Mr A had attended the first practice until March 2010, when he changed his registration to the second practice. At the time of the events complained about, the practices were independent of each other. The second practice has since taken over management of the first practice.

Mr A began to attend his GP at the first practice in July 2009, reporting recurring bouts of diarrhoea. Blood tests suggested that he had an infection of helicobacter pylori (a bacteria commonly found in the stomachs of middle-aged people which has been linked to ulcers and some stomach cancers). Mr A was treated with three different types of antibiotics and was advised to eat a bland diet. He continued to report symptoms of altered bowel habit, and then weight loss, as his food and drink options became more limited.

Mr A was eventually referred to hospital in February 2010, and was diagnosed the following month with Mantle Cell Lymphoma (MCL - a cancer of the white blood cells). He was treated by both his local NHS board and the specialist team at another board. In June 2011, he was told that his test results were clear.

In August 2011, however, Mr A's symptoms returned and he again visited a GP, this time at the second practice. Tests initially suggested that the MCL had returned. However, after a liver biopsy (where a sample of tissue is taken for examination in the laboratory), Mr A was told that he had a second type of cancer, incurable small cell lung cancer. This had already spread to his liver. Mr A died some three weeks later.

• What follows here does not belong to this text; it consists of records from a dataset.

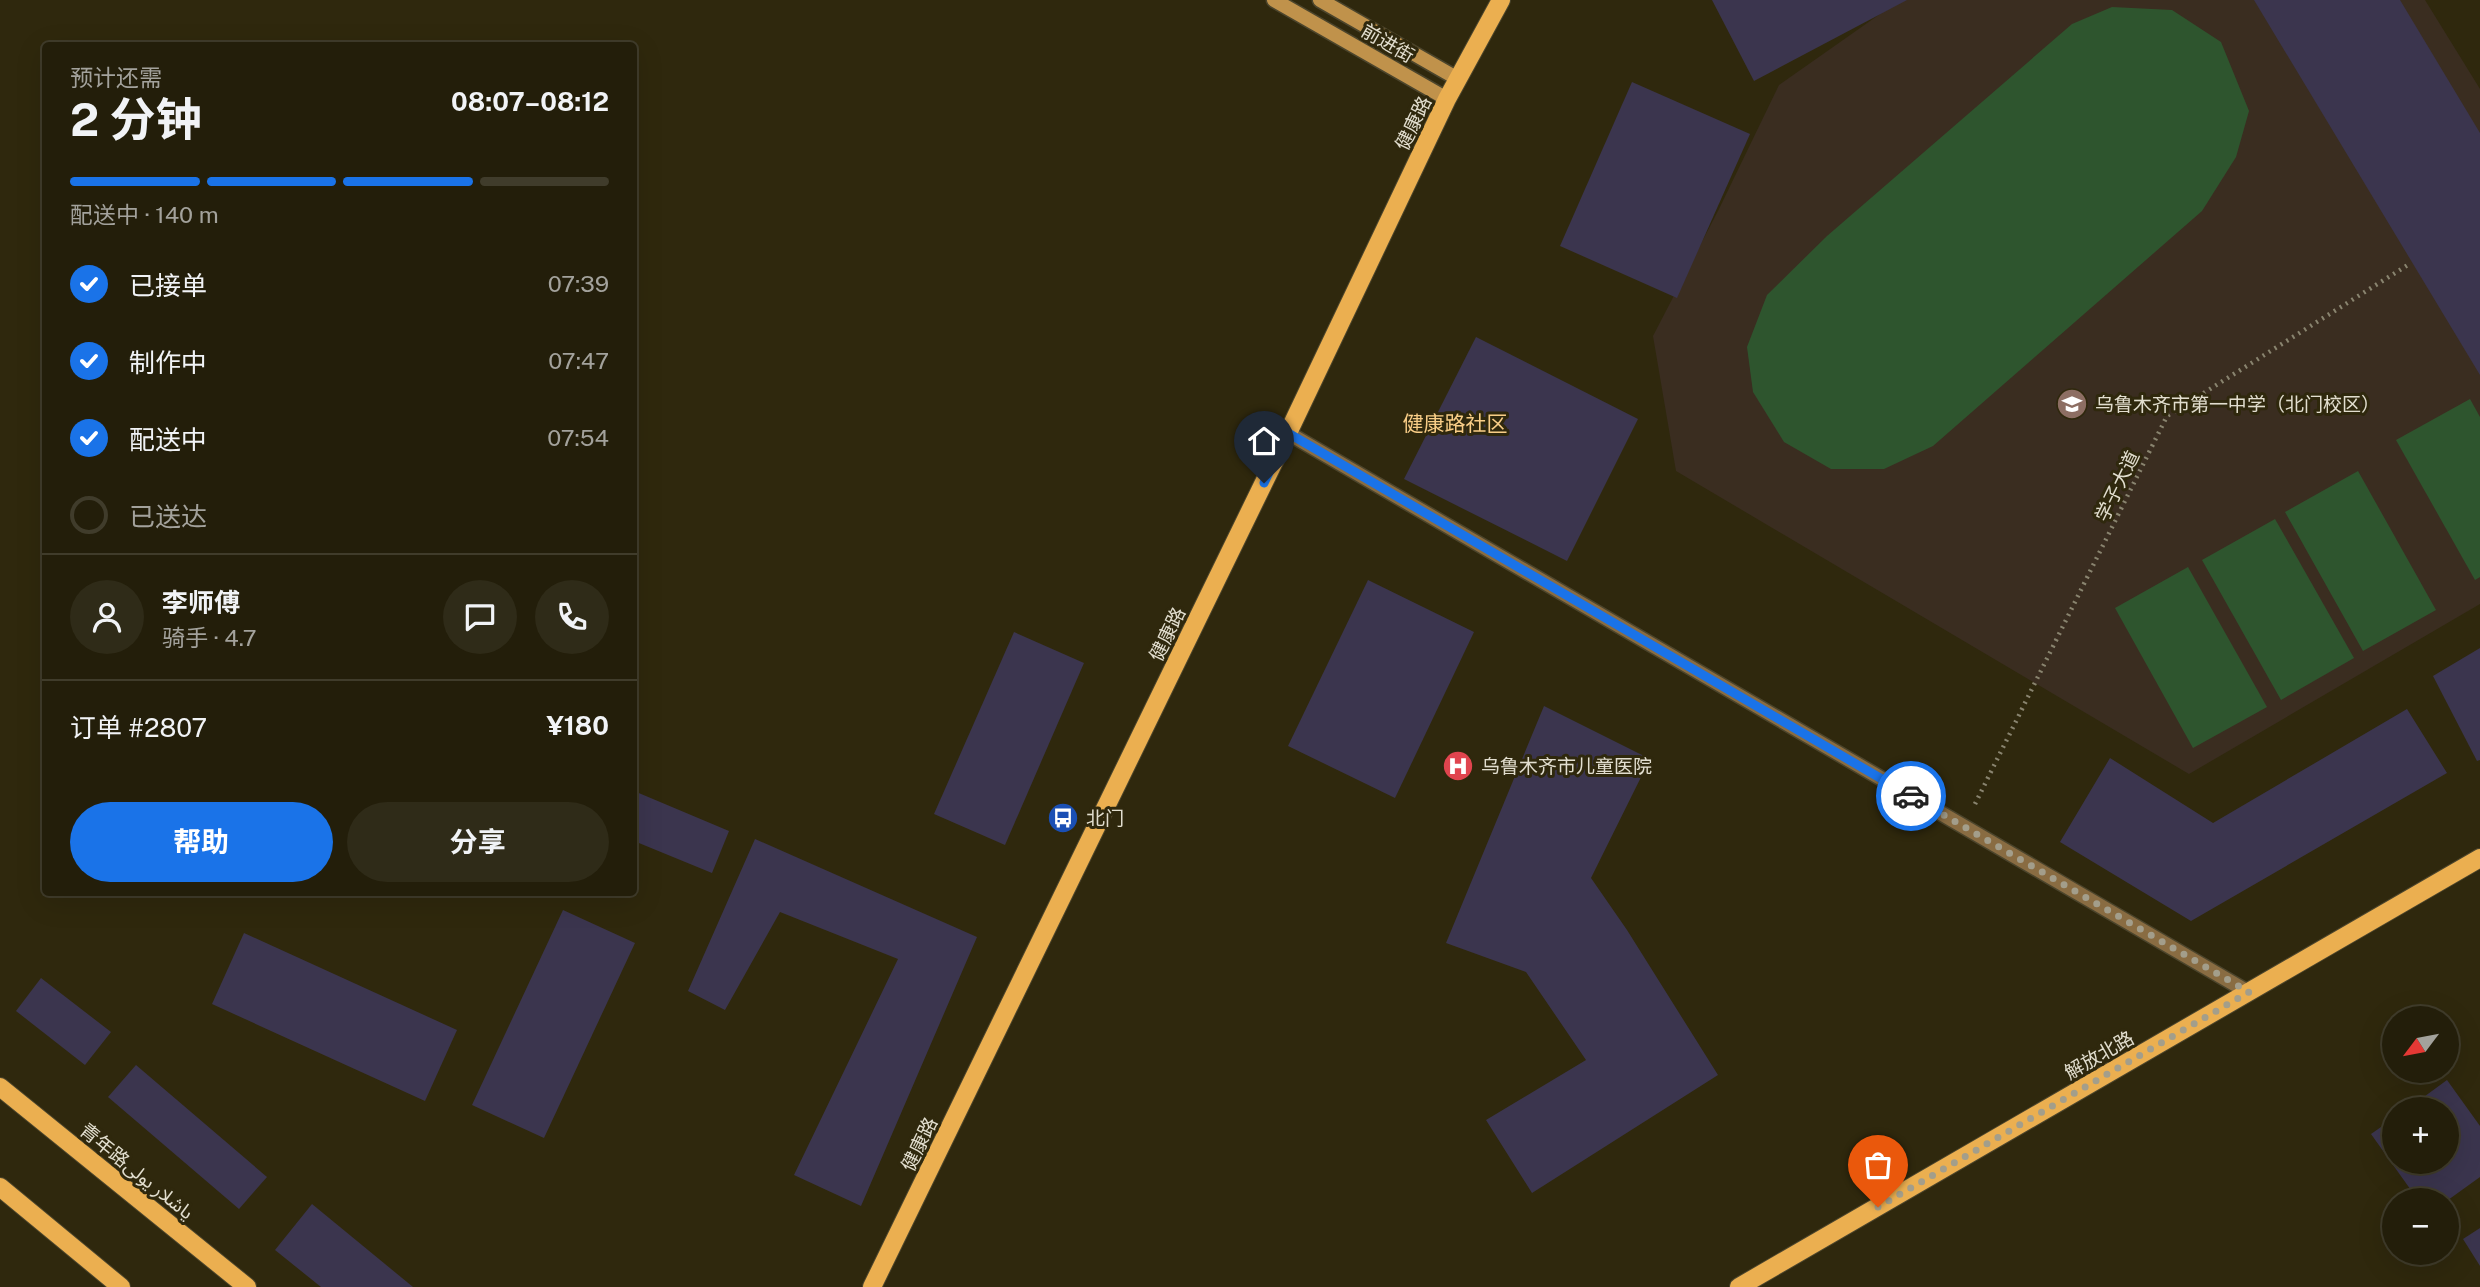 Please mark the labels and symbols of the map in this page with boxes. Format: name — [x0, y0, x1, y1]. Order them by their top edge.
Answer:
street label: 前进街 — [1358, 19, 1418, 67]
street label: 健康路 — [1391, 93, 1435, 153]
school or university icon: 乌鲁木齐市第一中学（北门校区） — [2055, 387, 2089, 421]
place label: 乌鲁木齐市第一中学（北门校区） — [2095, 393, 2380, 415]
pin — [1234, 411, 1294, 483]
district label: 健康路社区 — [1403, 411, 1508, 436]
street label: 学子大道 — [2090, 447, 2144, 525]
street label: 健康路 — [1145, 604, 1189, 664]
hospital icon: 乌鲁木齐市儿童医院 — [1441, 749, 1475, 783]
place label: 乌鲁木齐市儿童医院 — [1481, 755, 1652, 777]
courier — [1876, 761, 1946, 831]
bus stop icon: 北门 — [1046, 801, 1080, 835]
place label: 北门 — [1086, 807, 1124, 829]
north arrow — [2382, 1006, 2459, 1083]
street label: 解放北路 — [2061, 1026, 2137, 1084]
street label: 健康路 — [897, 1114, 941, 1174]
street label: 青年路ياشلار يولى — [75, 1119, 198, 1224]
pin — [1848, 1135, 1908, 1207]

As part of our investigation, we took independent advice from a medical adviser. We found that in July 2009 the North East Scotland Cancer Co-ordinating and Advisory Group had issued guidance for GPs on the action to take and when to take it, when patients reported symptoms suspicious of cancer. A symptom that should have triggered an urgent referral to a specialist colorectal surgeon (a specialist in disorders of the stomach and bowel) was where a patient reported altered bowel habit for more than six weeks. Mr A had reported his symptoms for some seven months before he was referred. Even then, he was given only a routine referral to a general surgeon, rather than the urgent specialist referral described in the guidance. We upheld Ms C's complaint and made recommendations to address these failings.

Recommendations
We recommended that the practice:

  • apologise for the failings identified;
  • review a sample of clinical records from all GPs at both practices to assess the standard of record-keeping in line with General Medical Council guidance, and if deficiencies are found these are to be discussed at the GP(s) annual appraisal(s) and if necessary appropriate training to be undertaken; and
  • ensure that all GPs in both practices are aware of and take cognisance of the local guidance on urgent referral of symptoms suspicious of cancer.